What this task involves |
Scan the material for the string "controls" and copy out every line in which it occurs.

The records |
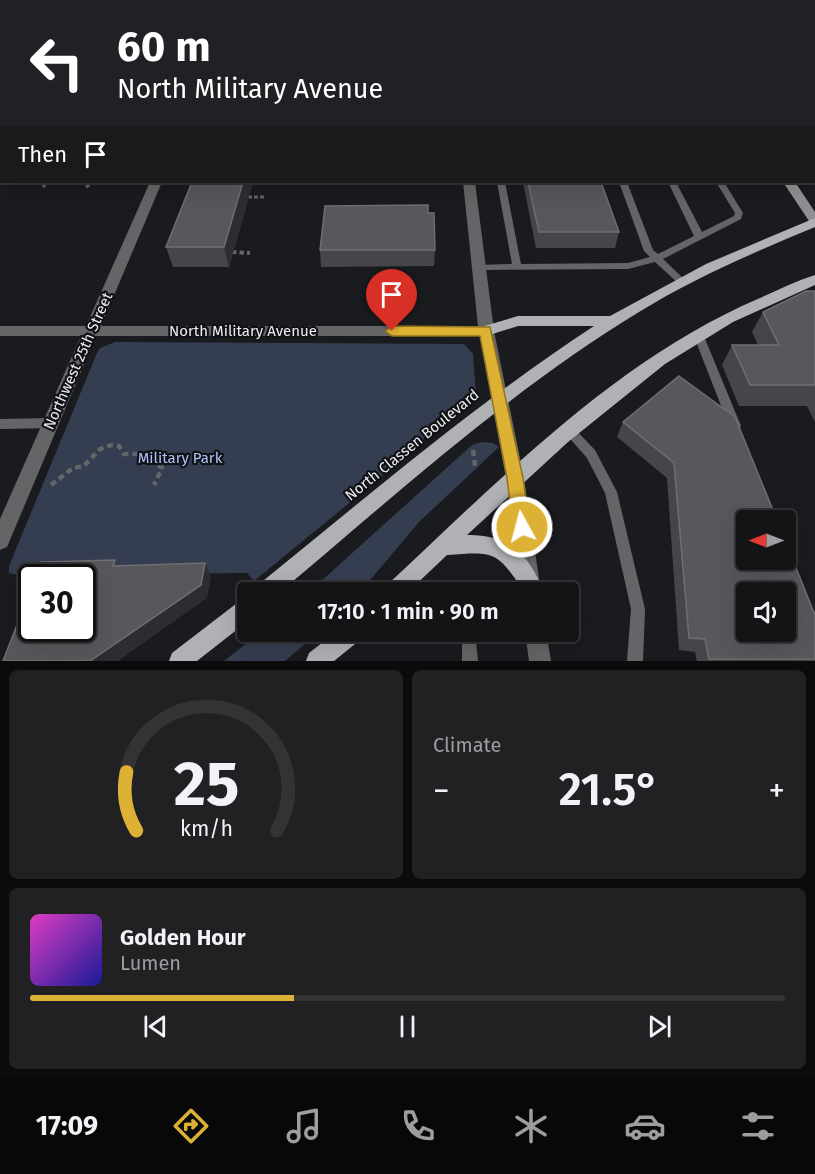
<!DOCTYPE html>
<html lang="en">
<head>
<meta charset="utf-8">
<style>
	:root { --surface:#141416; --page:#212123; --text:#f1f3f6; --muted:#9d9ea1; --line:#333335; --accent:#ddb133 }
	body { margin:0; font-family:"Fira Sans",sans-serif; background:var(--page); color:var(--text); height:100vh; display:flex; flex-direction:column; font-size:22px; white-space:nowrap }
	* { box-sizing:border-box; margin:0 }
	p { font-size:20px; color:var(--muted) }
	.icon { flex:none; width:33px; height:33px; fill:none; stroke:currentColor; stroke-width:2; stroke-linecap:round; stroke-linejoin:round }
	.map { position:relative; height:661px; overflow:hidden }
	.panel { display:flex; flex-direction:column; gap:9px; padding:9px; background:#0b0b0c; flex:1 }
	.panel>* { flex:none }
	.guide { position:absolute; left:0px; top:0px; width:816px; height:183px; box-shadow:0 6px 24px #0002,0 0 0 2px var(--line); background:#202124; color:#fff; overflow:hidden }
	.needle { width:39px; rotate:270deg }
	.controls { position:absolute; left:736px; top:510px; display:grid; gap:12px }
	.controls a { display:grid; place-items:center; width:60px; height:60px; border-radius:6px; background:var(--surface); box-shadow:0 6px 24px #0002,0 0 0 2px var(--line); font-size:30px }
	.speed { position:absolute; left:18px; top:564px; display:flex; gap:12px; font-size:30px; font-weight:700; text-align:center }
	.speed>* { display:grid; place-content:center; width:78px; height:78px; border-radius:50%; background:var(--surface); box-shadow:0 6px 24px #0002,0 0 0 2px var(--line); line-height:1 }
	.speed .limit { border:3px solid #111; border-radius:9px; background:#fff; color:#111 }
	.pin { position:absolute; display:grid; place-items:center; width:51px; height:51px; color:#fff; margin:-62px -26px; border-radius:50% 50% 50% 0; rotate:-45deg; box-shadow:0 0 6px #0007 }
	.pin .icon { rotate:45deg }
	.me { position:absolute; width:66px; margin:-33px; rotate:353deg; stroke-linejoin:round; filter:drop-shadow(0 0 4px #0008) }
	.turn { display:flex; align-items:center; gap:21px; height:126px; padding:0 18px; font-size:27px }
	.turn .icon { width:78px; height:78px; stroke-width:2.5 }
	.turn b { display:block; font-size:42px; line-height:51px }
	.then { display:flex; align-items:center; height:57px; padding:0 18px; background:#0003; gap:12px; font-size:22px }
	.big { font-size:45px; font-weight:600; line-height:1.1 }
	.panel .card { flex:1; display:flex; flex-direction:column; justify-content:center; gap:9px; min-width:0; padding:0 21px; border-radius:9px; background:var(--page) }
	.panel .dial { align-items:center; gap:0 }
	.dial svg { height:156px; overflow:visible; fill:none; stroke:var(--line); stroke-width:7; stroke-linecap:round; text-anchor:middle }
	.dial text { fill:var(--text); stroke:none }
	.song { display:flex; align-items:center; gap:18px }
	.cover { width:72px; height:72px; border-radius:9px; background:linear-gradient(135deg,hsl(310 70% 55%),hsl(240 70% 35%)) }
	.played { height:6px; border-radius:3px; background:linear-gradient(90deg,var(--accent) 35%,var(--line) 35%) }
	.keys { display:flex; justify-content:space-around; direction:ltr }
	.heat { display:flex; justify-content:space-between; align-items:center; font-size:33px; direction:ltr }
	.panel .tiles { flex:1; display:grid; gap:9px; grid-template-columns:1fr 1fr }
	.card:last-child { grid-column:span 2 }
	.trip { position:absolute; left:237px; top:582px; width:342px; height:60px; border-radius:6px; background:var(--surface); box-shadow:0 6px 24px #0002,0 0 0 2px var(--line); font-weight:600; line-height:60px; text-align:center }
	.dock { display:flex; height:96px; justify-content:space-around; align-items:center; background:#080809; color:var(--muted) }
	.dock .icon { width:42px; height:42px }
	.dock .current { color:var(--accent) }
	.dock b { font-size:27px; color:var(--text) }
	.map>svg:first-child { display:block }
	.green { fill:#353d50 }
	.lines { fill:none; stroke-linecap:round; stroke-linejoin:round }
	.path-far2 { stroke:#646567; stroke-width:3; stroke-dasharray:4 2; stroke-linecap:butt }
	.path-far1 { stroke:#646567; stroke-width:4; stroke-dasharray:4.5 3; stroke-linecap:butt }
	.path { stroke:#646567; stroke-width:4.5; stroke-dasharray:6 4; stroke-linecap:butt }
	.service { fill:#646567; fill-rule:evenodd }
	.minor { fill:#646567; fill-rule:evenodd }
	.tertiary { fill:#646567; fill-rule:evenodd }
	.secondary { fill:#8e9092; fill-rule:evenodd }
	.primary { fill:#afb1b4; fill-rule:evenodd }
	.wall { fill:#454649 }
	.shaded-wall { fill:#2c2d31 }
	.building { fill:#57585b; stroke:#6e6f72; stroke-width:1.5; fill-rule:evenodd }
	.route { fill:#ddb133; stroke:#907321; stroke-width:1.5 }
	.labels { text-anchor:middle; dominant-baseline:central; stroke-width:4.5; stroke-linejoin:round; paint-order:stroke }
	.street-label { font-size:15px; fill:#ecedef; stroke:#111215 }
	.park-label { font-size:15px; fill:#adc3fc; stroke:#111215 }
</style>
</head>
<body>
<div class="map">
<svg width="815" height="661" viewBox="0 0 815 661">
	<rect width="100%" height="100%" fill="#1a1b1e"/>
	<!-- green -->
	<path class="green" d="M 115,342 L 464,344 L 473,354 L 476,393 L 364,491 L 254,581 L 247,573 L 19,575 L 9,573 L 9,566 L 97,353 L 100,348 Z
		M 481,442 L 493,443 L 499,447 L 419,522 L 360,592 L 309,592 L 472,445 Z
		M 261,632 L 319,632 L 285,661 L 224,661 Z"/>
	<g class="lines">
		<!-- path-far2 -->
		<path class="path-far2" d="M 43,187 L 47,182
			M 86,187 L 94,182
			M 248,197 L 264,197"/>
		<!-- path-far1 -->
		<path class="path-far1" d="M 232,252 L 250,253"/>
		<!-- path -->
		<path class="path" d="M 473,450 L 475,466
			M 51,485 L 73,468 L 84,466 L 100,449 L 111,445 L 119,446 L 124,454 L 147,454 L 162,468 L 154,485"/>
		<!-- service -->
		<path class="service" d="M 559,0 L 565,0 L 566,2 L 560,2 Z
			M 497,182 L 505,182 L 521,264 L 628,263 L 650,257 L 644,251 L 619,182 L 627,182 L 653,250 L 658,254 L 694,236 L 668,182 L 676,182 L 702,232 L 734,216 L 735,213 L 716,182 L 724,182 L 743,213 L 741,219 L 663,259 L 685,280 L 687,282 L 682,285 L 679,284 L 655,262 L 628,269 L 479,270 L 474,267 L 476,265 L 512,264 Z
			M 698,330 L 703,334 L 741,426 L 739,429 L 735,431 L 731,429 L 729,426 L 693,334 Z
			M 51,418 L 55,420 L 57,423 L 55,426 L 51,428 L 0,429 L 0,419 Z
			M 569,425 L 573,427 L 595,450 L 617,492 L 645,609 L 643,661 L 627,661 L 631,609 L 605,493 L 587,458 L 565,433 L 563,430 L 565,427 Z
			M 462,632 L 543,632 L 543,633 L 541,638 L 536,640 L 476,641 L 478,661 L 462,661 Z"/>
		<!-- minor -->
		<path class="minor" d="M 236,0 L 244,0 L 244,2 L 236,2 Z
			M 451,0 L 459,0 L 459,2 L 451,2 Z
			M 150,182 L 162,182 L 101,326 L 478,326 L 463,182 L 475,182 L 494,331 L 524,478 L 541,592 L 521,592 L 506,478 L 480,336 L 96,336 L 7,547 L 0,550 L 0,519 L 81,336 L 0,336 L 0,326 L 86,326 Z
			M 525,632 L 546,632 L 551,661 L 529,661 Z"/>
		<!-- tertiary -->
		<path class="tertiary" d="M 0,34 L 2,34 L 2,40 L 0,40 Z
			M 814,38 L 815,38 L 815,44 L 814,44 Z"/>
		<!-- secondary -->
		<path class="secondary" d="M 663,0 L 671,0 L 672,2 L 664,2 Z
			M 783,182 L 795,182 L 815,212 L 815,225 L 811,224 Z"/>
		<!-- primary -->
		<path class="primary" d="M 815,218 L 815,227 C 755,252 694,278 639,312 C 509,391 396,495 280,592 L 255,592 L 258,585 C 368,496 475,404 594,326 L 518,326 L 486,336 L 481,335 L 478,331 L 481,327 L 518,316 L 610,316 L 706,264 Z
			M 815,275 L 815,285 L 733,322 L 665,364 L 568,442 L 467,535 C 502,534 526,550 540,583 L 537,590 L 531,592 L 523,590 C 496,550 494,552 447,555 L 408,592 L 384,592 L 387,585 C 501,479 615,360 760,298 C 778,290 796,281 815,275 Z
			M 248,597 L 248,621 L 197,661 L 169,661 L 172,653 L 241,600 Z
			M 336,632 L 363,632 L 360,640 L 334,661 L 306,661 L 309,653 Z"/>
	</g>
	<!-- wall -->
	<path class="wall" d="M 703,0 L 815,0 L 815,30 L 814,2 L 704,2 Z
		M 0,67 L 2,67 L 2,166 L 0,166 Z
		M 815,93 L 815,126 L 814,125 Z
		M 253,182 L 229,267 L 173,267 L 166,247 Z
		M 523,182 L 601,182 L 619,232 L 615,248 L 536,248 Z
		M 428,213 L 435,250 L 434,266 L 321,267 L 320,250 Z
		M 815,291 L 815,422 L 807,406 L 739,406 L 722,365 L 732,345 L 758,345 L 752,332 L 763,312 Z
		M 679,376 L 815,615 L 815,661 L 697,661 L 695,652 L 679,650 L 667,478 L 617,437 L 623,422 Z"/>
	<!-- shaded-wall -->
	<path class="shaded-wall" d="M 116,0 L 142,0 L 143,2 L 113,2 Z
		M 243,182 L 253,182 L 229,267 L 224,247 Z
		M 205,563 L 211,577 L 207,598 L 118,661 L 90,661 Z"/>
	<!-- building -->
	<path class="building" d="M 70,0 L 115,0 L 113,2 L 69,1 Z
		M 578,0 L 605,0 L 606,2 L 578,2 Z
		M 714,0 L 815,0 L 815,19 L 814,2 L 716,2 Z
		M 0,67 L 2,67 L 2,152 L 0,152 Z
		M 192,182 L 243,182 L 224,247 L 166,247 Z
		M 528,182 L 601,182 L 619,232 L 539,232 Z
		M 428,205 L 428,213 L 434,213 L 435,250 L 320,250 L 325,206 Z
		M 806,291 L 815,291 L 815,385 L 750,385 L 732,345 L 779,345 L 763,312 Z
		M 679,376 L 735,417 L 777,520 L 747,520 L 747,560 L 786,560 L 786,543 L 815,615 L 815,659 L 709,659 L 705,639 L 689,638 L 674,463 L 623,422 ZM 747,592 L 786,592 L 786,632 L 747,632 Z
		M 115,560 L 113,566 L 205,563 L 201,585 L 90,661 L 3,661 L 32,586 L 32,628 L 82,628 L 82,578 L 35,578 L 40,562 Z"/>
	<!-- route -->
	<path class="route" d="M 392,326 L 490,327 L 523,478 L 530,527 L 528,533 L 522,535 L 516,533 L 513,527 L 507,478 L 480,336 L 392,336 L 385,331 Z"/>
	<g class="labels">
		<!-- street labels -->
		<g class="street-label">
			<text x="243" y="331">North Military Avenue</text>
			<text transform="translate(78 361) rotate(-66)">Northwest 25th Street</text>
			<text transform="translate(412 445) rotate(-39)">North Classen Boulevard</text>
		</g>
		<!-- park labels -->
		<g class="park-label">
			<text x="180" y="458">Military Park</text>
		</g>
	</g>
</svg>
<div class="controls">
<a><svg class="needle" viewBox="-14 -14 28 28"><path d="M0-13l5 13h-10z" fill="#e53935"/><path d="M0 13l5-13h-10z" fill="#9d9ea1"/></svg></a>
<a><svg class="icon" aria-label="sound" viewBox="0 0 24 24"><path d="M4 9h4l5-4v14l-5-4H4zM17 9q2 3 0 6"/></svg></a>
</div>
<div class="speed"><div class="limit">30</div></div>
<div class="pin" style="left:392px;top:331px;background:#d93025"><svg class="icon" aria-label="arrive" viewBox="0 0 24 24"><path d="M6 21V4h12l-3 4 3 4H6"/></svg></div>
<svg class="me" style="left:522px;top:527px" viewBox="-20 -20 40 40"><circle r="17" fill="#ddb133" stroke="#fff" stroke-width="3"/><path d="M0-11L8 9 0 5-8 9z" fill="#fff"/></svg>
<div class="trip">17:10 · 1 min · 90 m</div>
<div class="guide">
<div class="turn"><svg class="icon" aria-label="left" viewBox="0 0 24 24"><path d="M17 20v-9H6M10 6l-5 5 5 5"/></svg><div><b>60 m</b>North Military Avenue</div></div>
<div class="then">Then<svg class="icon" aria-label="arrive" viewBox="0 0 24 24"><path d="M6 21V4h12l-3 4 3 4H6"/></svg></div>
</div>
</div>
<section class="panel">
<div class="tiles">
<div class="card dial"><svg viewBox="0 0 100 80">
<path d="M14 69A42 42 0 1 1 86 69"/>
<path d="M14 69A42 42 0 0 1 9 39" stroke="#ddb133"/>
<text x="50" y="56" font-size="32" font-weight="700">25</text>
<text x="50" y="72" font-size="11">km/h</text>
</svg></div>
<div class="card"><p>Climate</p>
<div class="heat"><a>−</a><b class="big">21.5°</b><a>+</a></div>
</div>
<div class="card">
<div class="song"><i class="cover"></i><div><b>Golden Hour</b><p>Lumen</p></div></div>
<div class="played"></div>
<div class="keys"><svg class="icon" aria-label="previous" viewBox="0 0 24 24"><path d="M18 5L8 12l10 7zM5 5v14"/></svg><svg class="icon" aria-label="pause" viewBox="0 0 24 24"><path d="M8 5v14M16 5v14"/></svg><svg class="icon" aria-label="next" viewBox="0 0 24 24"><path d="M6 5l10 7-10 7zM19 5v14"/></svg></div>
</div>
</div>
</section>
<nav class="dock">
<b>17:09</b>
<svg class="icon current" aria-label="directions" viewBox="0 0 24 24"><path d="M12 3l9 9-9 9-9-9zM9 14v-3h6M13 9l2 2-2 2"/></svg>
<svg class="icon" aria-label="music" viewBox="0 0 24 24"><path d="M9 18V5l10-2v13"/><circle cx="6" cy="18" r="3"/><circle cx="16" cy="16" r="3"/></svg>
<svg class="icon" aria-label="phone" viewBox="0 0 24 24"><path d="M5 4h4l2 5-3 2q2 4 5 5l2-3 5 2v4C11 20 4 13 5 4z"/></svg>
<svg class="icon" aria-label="climate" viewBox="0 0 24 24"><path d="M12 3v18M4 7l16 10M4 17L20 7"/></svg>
<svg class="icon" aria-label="car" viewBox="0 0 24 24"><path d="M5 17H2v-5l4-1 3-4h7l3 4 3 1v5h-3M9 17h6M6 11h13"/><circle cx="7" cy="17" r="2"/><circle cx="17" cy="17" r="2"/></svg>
<svg class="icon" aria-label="filters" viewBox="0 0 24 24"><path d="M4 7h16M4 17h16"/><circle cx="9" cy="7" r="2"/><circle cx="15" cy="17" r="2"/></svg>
</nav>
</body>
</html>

Result for this task |
	.controls { position:absolute; left:736px; top:510px; display:grid; gap:12px }
	.controls a { display:grid; place-items:center; width:60px; height:60px; border-radius:6px; background:var(--surface); box-shadow:0 6px 24px #0002,0 0 0 2px var(--line); font-size:30px }
<div class="controls">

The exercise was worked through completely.